Content starts
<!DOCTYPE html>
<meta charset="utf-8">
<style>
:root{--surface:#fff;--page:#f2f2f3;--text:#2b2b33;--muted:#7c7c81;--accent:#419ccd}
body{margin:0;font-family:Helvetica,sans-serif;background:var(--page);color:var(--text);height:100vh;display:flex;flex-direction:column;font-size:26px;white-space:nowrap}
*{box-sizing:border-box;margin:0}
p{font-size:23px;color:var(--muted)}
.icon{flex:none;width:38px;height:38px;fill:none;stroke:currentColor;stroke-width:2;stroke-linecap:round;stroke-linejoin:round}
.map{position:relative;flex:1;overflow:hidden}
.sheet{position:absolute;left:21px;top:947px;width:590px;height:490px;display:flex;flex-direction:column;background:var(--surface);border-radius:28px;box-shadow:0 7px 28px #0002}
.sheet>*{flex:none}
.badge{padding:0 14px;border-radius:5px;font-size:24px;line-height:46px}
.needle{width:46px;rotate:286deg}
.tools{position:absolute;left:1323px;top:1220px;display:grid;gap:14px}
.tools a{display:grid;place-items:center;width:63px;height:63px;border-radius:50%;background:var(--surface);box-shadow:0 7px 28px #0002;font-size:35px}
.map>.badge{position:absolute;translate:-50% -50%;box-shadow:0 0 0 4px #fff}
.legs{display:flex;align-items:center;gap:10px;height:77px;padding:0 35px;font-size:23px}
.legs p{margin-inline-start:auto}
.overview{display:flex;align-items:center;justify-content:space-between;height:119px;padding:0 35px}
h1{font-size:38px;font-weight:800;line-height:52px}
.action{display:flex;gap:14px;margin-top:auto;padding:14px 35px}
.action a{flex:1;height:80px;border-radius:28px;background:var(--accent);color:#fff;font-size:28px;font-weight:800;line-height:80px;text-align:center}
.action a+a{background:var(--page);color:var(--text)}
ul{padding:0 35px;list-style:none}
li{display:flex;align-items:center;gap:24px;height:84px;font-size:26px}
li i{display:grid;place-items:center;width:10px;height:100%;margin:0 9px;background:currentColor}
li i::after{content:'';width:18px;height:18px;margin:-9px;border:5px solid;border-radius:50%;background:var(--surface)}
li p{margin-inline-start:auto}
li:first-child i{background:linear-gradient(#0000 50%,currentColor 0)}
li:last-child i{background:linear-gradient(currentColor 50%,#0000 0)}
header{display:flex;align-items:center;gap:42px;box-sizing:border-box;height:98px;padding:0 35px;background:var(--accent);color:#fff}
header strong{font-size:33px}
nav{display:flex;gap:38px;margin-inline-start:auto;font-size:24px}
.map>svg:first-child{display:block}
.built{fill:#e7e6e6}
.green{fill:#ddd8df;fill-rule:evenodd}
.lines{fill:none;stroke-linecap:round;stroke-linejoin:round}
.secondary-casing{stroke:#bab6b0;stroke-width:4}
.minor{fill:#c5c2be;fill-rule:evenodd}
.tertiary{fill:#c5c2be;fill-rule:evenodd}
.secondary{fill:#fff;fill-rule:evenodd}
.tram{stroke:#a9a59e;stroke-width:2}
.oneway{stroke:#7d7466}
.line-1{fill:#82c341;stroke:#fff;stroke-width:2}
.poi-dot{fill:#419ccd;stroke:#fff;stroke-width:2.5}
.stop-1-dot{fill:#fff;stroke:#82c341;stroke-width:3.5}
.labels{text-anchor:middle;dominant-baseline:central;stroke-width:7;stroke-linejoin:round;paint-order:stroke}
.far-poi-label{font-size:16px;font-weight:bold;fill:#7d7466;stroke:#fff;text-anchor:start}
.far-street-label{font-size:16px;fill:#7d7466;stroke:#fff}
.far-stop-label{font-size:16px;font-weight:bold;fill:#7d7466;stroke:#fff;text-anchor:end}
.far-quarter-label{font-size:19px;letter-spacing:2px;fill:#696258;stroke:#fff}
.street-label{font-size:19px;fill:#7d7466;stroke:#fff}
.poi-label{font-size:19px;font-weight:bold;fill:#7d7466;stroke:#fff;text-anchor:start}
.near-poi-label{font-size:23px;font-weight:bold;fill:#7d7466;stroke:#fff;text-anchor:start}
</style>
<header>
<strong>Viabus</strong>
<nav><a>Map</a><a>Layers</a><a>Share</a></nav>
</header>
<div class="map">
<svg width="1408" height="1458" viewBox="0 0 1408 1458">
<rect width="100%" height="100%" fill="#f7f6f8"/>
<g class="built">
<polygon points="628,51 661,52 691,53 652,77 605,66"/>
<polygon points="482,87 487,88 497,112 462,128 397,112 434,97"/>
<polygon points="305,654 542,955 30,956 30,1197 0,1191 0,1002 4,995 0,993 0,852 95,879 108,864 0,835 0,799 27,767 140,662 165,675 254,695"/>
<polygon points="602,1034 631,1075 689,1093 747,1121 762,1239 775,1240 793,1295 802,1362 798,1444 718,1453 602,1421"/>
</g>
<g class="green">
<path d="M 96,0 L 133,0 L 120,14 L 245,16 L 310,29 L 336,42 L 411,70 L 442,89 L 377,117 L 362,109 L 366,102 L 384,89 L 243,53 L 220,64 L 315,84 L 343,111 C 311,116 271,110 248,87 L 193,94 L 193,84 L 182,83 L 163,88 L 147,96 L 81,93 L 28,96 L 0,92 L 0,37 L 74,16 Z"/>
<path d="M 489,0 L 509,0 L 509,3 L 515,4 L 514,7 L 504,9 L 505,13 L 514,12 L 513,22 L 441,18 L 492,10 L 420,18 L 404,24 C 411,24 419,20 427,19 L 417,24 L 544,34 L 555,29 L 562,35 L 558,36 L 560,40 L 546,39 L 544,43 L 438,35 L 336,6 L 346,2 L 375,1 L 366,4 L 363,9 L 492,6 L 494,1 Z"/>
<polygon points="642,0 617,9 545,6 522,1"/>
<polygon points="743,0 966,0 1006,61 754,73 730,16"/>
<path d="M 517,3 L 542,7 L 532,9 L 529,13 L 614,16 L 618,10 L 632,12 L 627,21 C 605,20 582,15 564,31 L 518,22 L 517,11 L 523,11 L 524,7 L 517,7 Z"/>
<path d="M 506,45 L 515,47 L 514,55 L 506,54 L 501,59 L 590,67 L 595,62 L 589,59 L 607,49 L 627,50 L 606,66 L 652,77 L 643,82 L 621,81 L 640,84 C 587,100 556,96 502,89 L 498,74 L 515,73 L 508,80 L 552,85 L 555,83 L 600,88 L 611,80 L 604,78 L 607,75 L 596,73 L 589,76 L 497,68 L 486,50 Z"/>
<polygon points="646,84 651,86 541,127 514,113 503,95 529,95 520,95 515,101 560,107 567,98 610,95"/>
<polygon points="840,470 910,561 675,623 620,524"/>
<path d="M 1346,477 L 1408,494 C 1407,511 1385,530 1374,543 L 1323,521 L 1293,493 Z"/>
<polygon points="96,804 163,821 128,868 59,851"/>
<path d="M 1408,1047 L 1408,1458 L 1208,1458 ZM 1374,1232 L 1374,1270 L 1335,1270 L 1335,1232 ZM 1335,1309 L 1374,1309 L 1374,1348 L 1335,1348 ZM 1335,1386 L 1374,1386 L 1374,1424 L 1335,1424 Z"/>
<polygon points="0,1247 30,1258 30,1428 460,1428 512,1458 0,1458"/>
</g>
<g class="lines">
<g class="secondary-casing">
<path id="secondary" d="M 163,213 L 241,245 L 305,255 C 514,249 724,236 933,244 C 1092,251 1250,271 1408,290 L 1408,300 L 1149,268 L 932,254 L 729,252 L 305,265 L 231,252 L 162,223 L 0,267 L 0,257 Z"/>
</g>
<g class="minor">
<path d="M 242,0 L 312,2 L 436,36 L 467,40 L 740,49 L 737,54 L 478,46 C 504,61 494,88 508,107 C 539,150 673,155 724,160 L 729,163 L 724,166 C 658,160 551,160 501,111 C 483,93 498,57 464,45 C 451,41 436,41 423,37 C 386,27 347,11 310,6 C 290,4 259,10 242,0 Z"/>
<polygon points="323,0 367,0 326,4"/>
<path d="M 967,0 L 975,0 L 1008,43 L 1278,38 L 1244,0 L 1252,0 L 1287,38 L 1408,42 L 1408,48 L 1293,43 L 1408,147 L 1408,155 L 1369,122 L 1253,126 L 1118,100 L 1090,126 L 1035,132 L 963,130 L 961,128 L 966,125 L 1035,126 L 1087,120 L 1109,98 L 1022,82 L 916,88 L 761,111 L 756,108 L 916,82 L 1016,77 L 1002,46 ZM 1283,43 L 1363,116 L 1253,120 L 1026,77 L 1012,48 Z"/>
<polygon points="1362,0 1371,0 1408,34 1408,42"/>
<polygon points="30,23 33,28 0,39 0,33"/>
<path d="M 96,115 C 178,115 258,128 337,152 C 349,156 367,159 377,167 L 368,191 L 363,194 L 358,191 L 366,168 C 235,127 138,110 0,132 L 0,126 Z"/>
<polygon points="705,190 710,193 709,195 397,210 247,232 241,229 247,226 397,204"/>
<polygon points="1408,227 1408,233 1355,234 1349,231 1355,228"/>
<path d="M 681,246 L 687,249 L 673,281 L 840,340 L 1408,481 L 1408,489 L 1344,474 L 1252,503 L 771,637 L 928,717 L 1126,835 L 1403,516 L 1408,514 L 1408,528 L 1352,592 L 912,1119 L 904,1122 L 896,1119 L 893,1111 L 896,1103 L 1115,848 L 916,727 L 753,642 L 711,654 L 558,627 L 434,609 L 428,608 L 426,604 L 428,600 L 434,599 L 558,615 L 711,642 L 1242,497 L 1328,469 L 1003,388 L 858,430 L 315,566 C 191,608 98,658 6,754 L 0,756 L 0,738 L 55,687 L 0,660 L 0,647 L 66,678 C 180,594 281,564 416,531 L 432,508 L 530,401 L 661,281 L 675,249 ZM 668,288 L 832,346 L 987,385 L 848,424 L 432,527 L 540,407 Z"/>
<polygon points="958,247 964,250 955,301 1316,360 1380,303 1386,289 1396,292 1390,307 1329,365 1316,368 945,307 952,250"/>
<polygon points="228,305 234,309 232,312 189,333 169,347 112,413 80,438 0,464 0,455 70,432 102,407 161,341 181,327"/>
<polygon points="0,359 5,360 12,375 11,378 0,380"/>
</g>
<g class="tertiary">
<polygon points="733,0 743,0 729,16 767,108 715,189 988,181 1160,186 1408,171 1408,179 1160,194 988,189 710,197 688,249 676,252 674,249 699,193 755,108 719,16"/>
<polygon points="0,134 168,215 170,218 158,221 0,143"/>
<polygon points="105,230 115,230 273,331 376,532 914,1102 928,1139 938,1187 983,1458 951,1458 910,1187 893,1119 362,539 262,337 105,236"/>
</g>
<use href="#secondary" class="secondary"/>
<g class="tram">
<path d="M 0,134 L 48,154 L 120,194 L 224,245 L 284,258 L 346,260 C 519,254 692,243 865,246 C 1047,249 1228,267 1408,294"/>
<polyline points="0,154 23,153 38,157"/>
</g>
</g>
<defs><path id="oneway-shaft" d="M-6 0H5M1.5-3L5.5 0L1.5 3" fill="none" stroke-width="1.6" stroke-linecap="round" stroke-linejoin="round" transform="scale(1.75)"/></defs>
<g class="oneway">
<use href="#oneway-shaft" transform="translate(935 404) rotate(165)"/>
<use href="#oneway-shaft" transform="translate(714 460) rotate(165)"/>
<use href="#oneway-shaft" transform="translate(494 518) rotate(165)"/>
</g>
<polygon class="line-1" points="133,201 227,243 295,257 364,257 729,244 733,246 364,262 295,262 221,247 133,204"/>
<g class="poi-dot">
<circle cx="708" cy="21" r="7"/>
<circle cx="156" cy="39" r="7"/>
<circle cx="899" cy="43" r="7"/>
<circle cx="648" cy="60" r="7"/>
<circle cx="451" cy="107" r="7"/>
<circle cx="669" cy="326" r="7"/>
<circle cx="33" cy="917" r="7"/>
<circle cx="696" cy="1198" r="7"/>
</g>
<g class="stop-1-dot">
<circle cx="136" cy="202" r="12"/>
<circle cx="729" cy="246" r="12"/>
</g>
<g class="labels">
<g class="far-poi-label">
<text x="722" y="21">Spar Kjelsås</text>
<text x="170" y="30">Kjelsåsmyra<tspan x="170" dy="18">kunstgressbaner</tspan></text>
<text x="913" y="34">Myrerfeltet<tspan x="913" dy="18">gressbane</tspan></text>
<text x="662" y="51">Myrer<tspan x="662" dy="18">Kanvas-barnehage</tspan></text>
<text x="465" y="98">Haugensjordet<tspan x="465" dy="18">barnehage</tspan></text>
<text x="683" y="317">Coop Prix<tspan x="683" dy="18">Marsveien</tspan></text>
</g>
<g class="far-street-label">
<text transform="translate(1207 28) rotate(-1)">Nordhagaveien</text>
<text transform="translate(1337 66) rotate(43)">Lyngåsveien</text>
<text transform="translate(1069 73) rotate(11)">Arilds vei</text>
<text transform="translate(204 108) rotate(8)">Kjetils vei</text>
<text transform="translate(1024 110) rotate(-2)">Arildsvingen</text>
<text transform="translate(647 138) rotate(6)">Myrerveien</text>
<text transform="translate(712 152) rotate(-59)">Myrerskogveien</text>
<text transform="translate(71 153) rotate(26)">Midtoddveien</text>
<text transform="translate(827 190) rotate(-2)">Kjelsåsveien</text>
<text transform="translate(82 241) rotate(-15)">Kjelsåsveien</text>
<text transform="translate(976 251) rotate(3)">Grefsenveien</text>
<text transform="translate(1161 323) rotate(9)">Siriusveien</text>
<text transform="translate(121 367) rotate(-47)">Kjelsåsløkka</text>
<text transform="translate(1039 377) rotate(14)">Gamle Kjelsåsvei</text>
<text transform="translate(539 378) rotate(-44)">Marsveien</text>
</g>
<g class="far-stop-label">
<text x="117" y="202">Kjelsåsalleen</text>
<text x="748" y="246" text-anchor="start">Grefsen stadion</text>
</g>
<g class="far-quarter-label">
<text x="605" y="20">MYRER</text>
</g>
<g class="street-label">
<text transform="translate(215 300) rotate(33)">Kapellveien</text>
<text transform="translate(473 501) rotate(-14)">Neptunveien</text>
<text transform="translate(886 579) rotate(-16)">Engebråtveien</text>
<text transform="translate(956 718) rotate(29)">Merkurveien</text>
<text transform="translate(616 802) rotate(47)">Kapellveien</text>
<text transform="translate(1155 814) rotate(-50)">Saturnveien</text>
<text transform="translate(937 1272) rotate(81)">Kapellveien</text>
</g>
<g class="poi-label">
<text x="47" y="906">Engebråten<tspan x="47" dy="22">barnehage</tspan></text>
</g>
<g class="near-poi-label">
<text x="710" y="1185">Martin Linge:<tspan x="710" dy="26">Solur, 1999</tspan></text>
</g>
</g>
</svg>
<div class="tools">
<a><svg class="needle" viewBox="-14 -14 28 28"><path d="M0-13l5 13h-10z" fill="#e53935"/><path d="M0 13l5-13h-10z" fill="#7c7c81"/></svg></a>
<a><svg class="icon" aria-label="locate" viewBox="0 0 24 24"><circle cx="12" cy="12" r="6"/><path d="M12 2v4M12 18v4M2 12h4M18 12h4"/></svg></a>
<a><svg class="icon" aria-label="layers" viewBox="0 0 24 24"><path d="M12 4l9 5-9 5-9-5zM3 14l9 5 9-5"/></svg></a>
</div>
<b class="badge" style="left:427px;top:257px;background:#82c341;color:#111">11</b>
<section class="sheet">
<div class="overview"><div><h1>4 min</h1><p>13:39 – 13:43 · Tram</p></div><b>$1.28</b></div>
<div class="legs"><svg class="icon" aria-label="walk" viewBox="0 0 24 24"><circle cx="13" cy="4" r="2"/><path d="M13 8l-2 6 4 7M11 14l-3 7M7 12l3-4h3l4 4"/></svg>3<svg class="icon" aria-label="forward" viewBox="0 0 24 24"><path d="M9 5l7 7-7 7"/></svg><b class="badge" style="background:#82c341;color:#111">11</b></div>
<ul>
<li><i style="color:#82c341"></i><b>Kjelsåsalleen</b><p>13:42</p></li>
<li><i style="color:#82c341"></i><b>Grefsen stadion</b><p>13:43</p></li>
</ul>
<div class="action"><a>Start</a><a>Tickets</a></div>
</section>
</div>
Content ends
Each line of the entries where the string "column" occurs should be shown.

body{margin:0;font-family:Helvetica,sans-serif;background:var(--page);color:var(--text);height:100vh;display:flex;flex-direction:column;font-size:26px;white-space:nowrap}
.sheet{position:absolute;left:21px;top:947px;width:590px;height:490px;display:flex;flex-direction:column;background:var(--surface);border-radius:28px;box-shadow:0 7px 28px #0002}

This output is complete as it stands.